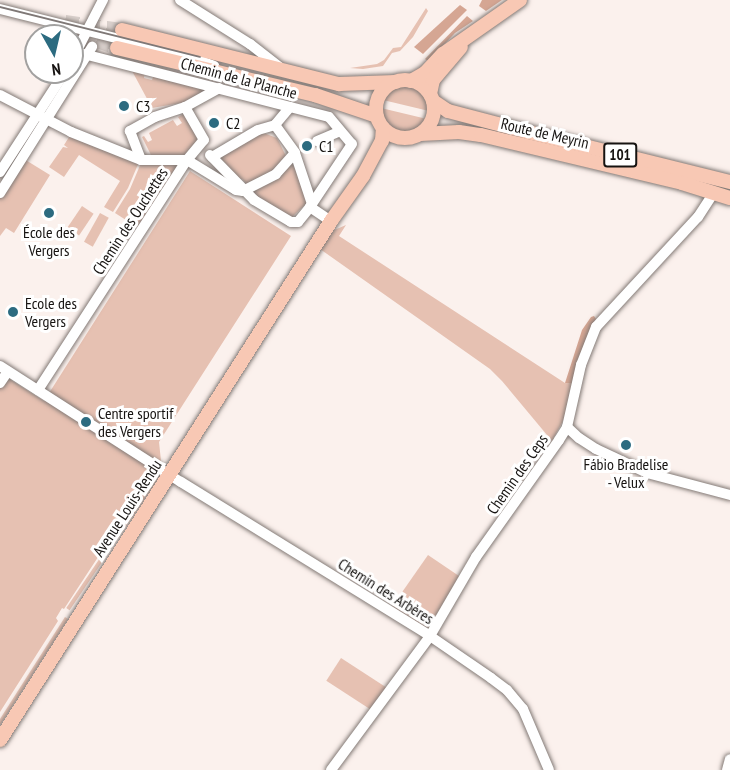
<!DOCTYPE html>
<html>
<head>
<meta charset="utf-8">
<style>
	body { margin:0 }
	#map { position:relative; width:730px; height:770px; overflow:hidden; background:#fbf1ed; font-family:"PT Sans Narrow",sans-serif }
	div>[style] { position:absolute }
	.green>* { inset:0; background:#e6c1b2; transform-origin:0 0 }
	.forest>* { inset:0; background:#d5a693 }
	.major-tunnel>* { height:14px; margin-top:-7px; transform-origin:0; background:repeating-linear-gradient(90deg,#d9d0cc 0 14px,transparent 0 21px) }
	.roads { filter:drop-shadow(0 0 2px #837a76) drop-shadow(0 0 2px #837a76) }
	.minor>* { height:10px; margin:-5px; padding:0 5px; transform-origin:5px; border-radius:5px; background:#fff }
	.major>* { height:14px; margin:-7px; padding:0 7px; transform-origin:7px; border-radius:7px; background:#f8c8b4 }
	.major>.ring { margin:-7px; padding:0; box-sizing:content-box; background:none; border:14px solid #f8c8b4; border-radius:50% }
	.tram>* { height:1.5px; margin:-0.75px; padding:0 0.75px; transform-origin:0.75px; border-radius:0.75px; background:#7f7876 }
	.dots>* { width:16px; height:16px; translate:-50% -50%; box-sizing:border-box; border:3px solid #fff; border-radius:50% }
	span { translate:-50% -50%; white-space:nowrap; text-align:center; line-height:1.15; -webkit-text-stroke:6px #fff; paint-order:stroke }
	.shield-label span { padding:2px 4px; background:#fff; border:2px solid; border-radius:4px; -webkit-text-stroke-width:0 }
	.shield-label { font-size:15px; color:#161311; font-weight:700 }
	.street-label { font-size:16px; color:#161311 }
	.poi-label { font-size:16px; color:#161311 }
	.left { translate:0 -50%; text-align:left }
	.north { position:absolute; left:24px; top:24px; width:60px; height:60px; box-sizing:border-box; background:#fff; border:2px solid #a2a1a0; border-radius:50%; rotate:172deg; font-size:16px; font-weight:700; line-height:24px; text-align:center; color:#161311 }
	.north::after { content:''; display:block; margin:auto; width:21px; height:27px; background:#2c6b80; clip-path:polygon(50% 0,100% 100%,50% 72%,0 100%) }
</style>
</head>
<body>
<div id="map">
	<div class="green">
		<i style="clip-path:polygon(426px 8px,428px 11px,413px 37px,400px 51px,392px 53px,383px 66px,363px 69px,350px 68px,377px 64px,384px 60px,393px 48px,401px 47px)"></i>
		<i style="clip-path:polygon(131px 69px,145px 71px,144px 78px,152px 80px,154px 74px,211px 88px,192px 101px,152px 108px)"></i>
		<i style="clip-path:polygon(400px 86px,412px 86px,421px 91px,429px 105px,429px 111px,383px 100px,389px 91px)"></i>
		<i style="clip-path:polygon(381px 108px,427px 119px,417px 130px,400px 133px,387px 125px)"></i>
		<i style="clip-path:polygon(184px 114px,198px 140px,187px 156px,151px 155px,142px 137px,144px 136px,148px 142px,152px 140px,149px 133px,173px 120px,177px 126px,182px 123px,178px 117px)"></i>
		<i style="clip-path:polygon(261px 132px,277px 138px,287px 158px,276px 172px,249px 186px,242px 179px,240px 180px,218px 155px)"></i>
		<i style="clip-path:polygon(71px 134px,139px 162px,128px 188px,113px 212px,104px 207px,120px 181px,79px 155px,64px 177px,49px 167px,63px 147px,68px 148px,64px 145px)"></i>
		<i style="clip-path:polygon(24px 159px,50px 175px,14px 233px,6px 228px,0 236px,0 197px)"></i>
		<i style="clip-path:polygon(290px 161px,296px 169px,309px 201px,292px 217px,256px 198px,257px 196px,251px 189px)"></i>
		<i style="clip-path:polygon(141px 163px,183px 163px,140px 229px,115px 213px,130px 189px)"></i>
		<i style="clip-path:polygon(190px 171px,291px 236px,159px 442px,161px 461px,64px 609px,62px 608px,56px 618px,58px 621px,0 712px,0 373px,44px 401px)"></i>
		<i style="left:82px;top:206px;width:14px;height:26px;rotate:34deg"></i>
		<i style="left:100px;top:213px;width:10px;height:33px;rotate:29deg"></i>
		<i style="clip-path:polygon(346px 225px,339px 236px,565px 383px,573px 384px,565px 417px,552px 441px,502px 381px,490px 369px,320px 249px,332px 231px)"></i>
		<i style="left:158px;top:472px;width:4px;height:164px;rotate:34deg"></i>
		<i style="clip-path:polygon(428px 555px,459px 576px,429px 630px,391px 608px)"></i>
		<i style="clip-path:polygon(65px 617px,68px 619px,0 725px,0 719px)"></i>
		<i style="left:341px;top:658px;width:56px;height:27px;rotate:33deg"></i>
	</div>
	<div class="forest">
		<i style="clip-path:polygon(482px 0,502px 0,486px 11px,479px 6px)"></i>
		<i style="clip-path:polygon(460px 5px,467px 10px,423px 54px,414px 47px)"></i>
		<i style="clip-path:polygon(467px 16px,473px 21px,455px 33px,428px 61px,425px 59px)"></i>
		<i style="clip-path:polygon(594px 316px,596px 319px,585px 341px,573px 384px,565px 383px,582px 330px,591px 317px)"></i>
	</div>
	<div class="major-tunnel">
		<i style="left:65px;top:22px;width:58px;rotate:8deg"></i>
		<i style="left:57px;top:27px;width:64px;rotate:19.3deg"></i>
	</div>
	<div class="roads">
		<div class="minor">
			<i style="left:180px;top:0;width:83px;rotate:32.2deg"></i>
			<i style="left:250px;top:44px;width:37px;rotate:38deg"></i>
			<i style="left:0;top:9px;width:193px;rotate:14.1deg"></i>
			<i style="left:187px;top:56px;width:29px;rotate:20deg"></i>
			<i style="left:72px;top:51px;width:265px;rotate:14.4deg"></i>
			<i style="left:329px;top:117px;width:35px;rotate:50deg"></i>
			<i style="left:352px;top:144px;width:76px;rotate:123.7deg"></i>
			<i style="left:72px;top:60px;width:68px;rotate:-62.7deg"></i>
			<i style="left:0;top:95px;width:80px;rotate:27.5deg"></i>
			<i style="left:71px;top:132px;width:75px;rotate:21.8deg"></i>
			<i style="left:141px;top:160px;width:46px"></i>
			<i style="left:187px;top:160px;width:57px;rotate:31.5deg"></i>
			<i style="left:236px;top:190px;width:7px;rotate:8deg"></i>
			<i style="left:243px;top:191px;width:37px;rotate:-27deg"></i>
			<i style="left:276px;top:174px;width:28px;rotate:-48deg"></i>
			<i style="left:185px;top:107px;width:39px;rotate:-29deg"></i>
			<i style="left:290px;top:107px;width:23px;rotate:130deg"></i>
			<i style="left:275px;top:125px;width:34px;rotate:54deg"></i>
			<i style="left:295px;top:153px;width:54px;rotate:71.6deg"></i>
			<i style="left:317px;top:141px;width:25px;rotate:-23deg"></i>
			<i style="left:210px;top:155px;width:63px;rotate:45.6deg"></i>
			<i style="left:254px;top:200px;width:43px;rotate:30.7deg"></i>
			<i style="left:291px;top:222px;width:7px"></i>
			<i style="left:298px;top:222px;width:19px;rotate:-51deg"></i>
			<i style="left:310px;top:207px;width:25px;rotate:34deg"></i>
			<i style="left:212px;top:157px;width:53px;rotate:-30.4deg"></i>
			<i style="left:258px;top:130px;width:18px;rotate:-16deg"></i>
			<i style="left:0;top:172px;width:119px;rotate:-57deg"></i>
			<i style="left:0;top:193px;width:173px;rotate:-57.8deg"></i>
			<i style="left:0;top:366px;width:215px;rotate:32.7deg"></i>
			<i style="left:181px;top:482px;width:293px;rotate:31.7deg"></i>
			<i style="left:430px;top:636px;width:74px;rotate:34.5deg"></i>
			<i style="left:491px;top:678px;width:20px;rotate:37deg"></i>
			<i style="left:507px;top:690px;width:25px;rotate:50deg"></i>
			<i style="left:523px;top:709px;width:66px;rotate:66.9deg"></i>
			<i style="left:0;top:383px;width:14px;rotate:-56deg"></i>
			<i style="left:38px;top:390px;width:274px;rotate:-57.1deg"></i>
			<i style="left:187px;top:160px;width:26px;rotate:-50deg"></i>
			<i style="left:204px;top:140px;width:38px;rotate:-120deg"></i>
			<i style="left:185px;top:107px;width:32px;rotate:162deg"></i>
			<i style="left:155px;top:117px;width:29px;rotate:151deg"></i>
			<i style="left:130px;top:131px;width:31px;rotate:69deg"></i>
			<i style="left:567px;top:427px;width:16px;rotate:43deg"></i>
			<i style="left:579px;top:438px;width:20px;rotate:33deg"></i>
			<i style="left:596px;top:449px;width:56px;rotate:25.2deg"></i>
			<i style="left:647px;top:473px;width:86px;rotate:14.8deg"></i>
			<i style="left:331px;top:770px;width:167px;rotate:-53.5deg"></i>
			<i style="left:430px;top:636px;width:91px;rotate:-59.8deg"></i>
			<i style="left:476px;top:557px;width:143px;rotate:-54.6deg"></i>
			<i style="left:559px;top:440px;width:15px;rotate:-58deg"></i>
			<i style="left:567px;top:427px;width:64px;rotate:-77.3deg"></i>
			<i style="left:581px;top:365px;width:41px;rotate:-68.5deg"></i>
			<i style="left:596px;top:327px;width:150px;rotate:-47.2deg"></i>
			<i style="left:698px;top:217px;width:27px;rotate:-57deg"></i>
			<i style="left:727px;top:770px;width:11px;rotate:-75deg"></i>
		</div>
		<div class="major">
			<i style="left:122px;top:30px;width:224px;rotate:14deg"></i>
			<i style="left:339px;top:84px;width:57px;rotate:-2deg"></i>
			<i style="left:117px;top:48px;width:204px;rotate:13.4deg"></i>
			<i style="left:315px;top:95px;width:65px;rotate:18.7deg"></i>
			<i class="ring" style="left:376px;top:80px;width:44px;height:44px"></i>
			<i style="left:411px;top:81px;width:16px;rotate:-30deg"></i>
			<i style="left:425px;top:73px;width:26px;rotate:-47deg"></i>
			<i style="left:443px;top:54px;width:94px;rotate:-35deg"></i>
			<i style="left:430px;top:94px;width:14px;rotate:-78deg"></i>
			<i style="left:433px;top:80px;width:43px;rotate:-49.7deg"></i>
			<i style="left:433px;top:101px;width:18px;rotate:34deg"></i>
			<i style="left:448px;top:111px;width:83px;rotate:14.7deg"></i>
			<i style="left:528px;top:132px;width:208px;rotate:13.9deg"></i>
			<i style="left:420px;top:134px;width:39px;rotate:-3deg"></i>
			<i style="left:459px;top:132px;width:22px;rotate:8deg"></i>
			<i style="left:481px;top:135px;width:207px;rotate:13.4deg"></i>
			<i style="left:682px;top:183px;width:50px;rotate:17.4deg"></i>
			<i style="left:0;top:740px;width:616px;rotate:-57.47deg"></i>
			<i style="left:331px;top:221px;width:55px;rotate:-54.6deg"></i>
			<i style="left:363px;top:176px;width:40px;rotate:-62deg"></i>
			<i style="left:382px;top:141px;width:13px;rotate:-86deg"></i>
		</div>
	</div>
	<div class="tram">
		<i style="left:0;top:7px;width:206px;rotate:14deg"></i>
	</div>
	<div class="dots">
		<i style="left:124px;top:106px;background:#2c6b80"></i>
		<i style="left:214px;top:123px;background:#2c6b80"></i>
		<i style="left:307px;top:146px;background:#2c6b80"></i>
		<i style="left:49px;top:213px;background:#2c6b80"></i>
		<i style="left:13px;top:312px;background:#2c6b80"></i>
		<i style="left:86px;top:422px;background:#2c6b80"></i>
		<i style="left:626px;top:445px;background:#2c6b80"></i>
	</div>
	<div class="shield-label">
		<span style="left:620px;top:155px">101</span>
	</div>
	<div class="street-label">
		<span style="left:239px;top:78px;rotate:15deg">Chemin de la Planche</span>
		<span style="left:545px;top:133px;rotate:13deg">Route de Meyrin</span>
		<span style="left:130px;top:221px;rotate:-57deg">Chemin des Ouchettes</span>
		<span style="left:517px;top:474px;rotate:-55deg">Chemin des Ceps</span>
		<span style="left:127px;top:508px;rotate:-57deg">Avenue Louis-Rendu</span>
		<span style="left:386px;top:591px;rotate:32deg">Chemin des Arbères</span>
	</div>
	<div class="poi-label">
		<span class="left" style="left:136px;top:106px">C3</span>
		<span class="left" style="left:226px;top:123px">C2</span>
		<span class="left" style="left:319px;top:146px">C1</span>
		<span style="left:49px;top:241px">École des<br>Vergers</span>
		<span class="left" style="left:25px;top:312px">Ecole des<br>Vergers</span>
		<span class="left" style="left:98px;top:422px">Centre sportif<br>des Vergers</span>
		<span style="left:626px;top:473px">Fábio Bradelise<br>- Velux</span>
	</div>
	<div class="north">N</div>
</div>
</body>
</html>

## WHAT IS EXPECTED
Up to and including the line containing "filter:drop-shadow(0 0 2px", repeat every line from the start of the data, but none of the pictures.

## ANSWER SECTION
<!DOCTYPE html>
<html>
<head>
<meta charset="utf-8">
<style>
	body { margin:0 }
	#map { position:relative; width:730px; height:770px; overflow:hidden; background:#fbf1ed; font-family:"PT Sans Narrow",sans-serif }
	div>[style] { position:absolute }
	.green>* { inset:0; background:#e6c1b2; transform-origin:0 0 }
	.forest>* { inset:0; background:#d5a693 }
	.major-tunnel>* { height:14px; margin-top:-7px; transform-origin:0; background:repeating-linear-gradient(90deg,#d9d0cc 0 14px,transparent 0 21px) }
	.roads { filter:drop-shadow(0 0 2px #837a76) drop-shadow(0 0 2px #837a76) }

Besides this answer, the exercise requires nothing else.